Showdown With A Vampire
What do you get when you cross a vampire with a western set in the 1880s? Butchered Cassidy and the Sun-blanched Kid? The Good, The Bad, And The Toothy? The Man Who Impaled Liberty Valance? Kinda. What you really get is Curse of the Undead (1959), an unusual but cowboy dialogue-rich western with a vampire as the man in black bloodslinger. (Heh.)
As odd as this one is, it’s oddly mesmerizing, not because the vampire is a hired gun and can walk in the sunlight (though it hurts his eyeballs); It’s the amazing dialogue that bites good and hard. But I’ll get to that.
A disease is killing of young girls in a paint-by-numbers old west town. This is further escalated when Doc Carter, thinking he’s got a boot in front of the virus, loses yet another patient. To complicate matters, Buffer, a neighboring bully rancher, has been cattle blocking the Carter farm, denying them water for their milk makers. The no-pushover sheriff intervenes in a bar where Buffer and his boot buddies are gettin’ their whiskey on. What follows is a pure cowboy word beatin’…

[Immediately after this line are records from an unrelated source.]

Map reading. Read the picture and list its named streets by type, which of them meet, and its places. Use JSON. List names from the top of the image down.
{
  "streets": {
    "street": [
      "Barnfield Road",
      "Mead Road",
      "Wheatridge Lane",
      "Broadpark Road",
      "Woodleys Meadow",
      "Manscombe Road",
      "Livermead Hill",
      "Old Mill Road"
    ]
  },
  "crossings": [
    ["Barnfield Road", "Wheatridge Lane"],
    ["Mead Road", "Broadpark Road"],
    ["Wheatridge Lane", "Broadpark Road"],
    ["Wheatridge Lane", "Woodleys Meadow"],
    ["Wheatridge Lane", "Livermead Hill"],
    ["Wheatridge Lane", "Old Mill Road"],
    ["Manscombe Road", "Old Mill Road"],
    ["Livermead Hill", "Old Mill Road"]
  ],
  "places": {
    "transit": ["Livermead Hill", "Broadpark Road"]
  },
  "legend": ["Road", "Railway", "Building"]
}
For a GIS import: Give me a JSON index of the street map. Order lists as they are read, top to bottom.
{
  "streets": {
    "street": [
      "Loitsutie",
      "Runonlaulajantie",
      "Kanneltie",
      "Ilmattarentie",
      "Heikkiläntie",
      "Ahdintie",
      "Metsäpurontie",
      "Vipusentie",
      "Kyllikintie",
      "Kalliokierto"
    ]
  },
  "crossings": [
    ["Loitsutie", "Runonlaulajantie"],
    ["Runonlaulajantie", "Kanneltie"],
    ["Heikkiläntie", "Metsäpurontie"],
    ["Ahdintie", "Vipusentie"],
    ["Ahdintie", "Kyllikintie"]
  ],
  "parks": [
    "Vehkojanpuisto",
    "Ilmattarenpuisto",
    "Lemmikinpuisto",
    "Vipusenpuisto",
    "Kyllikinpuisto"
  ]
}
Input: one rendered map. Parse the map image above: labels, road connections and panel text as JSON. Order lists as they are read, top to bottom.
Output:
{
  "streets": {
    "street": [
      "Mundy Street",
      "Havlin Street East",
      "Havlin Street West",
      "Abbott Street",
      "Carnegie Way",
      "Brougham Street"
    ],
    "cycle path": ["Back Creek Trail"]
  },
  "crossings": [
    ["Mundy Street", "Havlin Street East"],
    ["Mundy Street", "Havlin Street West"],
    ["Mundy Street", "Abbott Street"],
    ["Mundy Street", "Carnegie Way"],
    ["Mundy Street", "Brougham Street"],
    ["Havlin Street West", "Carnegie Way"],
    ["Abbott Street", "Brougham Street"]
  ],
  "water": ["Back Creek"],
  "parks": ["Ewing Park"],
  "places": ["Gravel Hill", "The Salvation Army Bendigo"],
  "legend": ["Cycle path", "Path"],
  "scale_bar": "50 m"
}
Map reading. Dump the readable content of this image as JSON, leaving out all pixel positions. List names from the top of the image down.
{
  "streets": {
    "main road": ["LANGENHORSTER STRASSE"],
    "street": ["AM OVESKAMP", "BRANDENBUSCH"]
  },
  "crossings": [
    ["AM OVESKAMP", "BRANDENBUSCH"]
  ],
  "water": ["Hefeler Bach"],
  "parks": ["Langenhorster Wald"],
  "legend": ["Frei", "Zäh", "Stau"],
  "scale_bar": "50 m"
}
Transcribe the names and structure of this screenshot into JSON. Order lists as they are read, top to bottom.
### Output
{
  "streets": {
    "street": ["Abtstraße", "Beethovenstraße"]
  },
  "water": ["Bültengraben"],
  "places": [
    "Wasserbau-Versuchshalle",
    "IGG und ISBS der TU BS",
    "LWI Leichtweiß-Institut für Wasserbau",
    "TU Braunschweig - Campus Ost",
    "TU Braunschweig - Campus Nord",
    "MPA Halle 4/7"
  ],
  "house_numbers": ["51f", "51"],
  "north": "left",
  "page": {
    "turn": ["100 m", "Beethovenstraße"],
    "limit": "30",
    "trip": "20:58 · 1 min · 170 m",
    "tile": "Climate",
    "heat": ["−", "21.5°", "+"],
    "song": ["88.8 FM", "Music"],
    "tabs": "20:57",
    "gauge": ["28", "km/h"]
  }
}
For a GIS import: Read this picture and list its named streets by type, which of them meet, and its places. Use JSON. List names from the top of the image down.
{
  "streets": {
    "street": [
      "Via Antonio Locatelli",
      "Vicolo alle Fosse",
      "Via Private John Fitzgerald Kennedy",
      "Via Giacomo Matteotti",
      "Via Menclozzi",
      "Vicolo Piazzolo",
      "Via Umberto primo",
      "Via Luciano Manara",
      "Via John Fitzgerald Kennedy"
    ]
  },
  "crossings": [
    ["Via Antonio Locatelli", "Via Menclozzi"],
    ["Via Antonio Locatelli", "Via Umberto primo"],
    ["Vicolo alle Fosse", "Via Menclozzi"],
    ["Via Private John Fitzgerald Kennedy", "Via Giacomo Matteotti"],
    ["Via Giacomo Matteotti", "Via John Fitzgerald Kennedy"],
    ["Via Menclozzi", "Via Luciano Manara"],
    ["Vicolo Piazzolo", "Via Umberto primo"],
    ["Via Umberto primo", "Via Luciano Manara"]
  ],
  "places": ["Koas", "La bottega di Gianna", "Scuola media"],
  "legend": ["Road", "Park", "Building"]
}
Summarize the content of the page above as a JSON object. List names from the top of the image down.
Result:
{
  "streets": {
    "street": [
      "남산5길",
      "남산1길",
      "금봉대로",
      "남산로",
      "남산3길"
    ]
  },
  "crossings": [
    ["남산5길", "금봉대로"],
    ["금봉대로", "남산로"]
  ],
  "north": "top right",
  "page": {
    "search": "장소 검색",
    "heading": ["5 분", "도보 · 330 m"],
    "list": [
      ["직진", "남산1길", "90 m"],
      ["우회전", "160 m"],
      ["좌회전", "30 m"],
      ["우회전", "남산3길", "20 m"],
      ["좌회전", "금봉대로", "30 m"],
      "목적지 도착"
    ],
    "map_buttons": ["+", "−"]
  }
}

“You blow real hard when you got those laughing hyenas around you…” “I got two choices – either arrest ya or shoot ya. Either one would suit me fine. So draw your gun or shut your mouth…” “You want Doc Carter’s spread like your mouth has been doin’…”
There’s even better stuff when Doc Carter gets vamped, his teen kid, thinking that Buff did it and got all fired up like a cow brand, fixes to shoot Buff Stuff dead in the mouth. But not before six or seven shots of whiskey…
“Nothin’ you can do bothers me ’cause I know you’re talkin’ out of a bottle…” “This gun don’t care who it shoots…” “Why don’t you two stop this manure spreadin’?
Man, that last one’s my new catch-phrase. And it works for any occasion!
So where’s the vampire while all this manure spreadin’ is going on? Watching from the sidelines. Introducing himself as Drake Robey, he answers the $100 reward poster offered by the last surviving Carter sibling after big mouth Timmy is shot by Buffer, right smack in the saloon. (Legal note: Buffer was not indicted; Tim Tim drew first, but Buffer drew firster.)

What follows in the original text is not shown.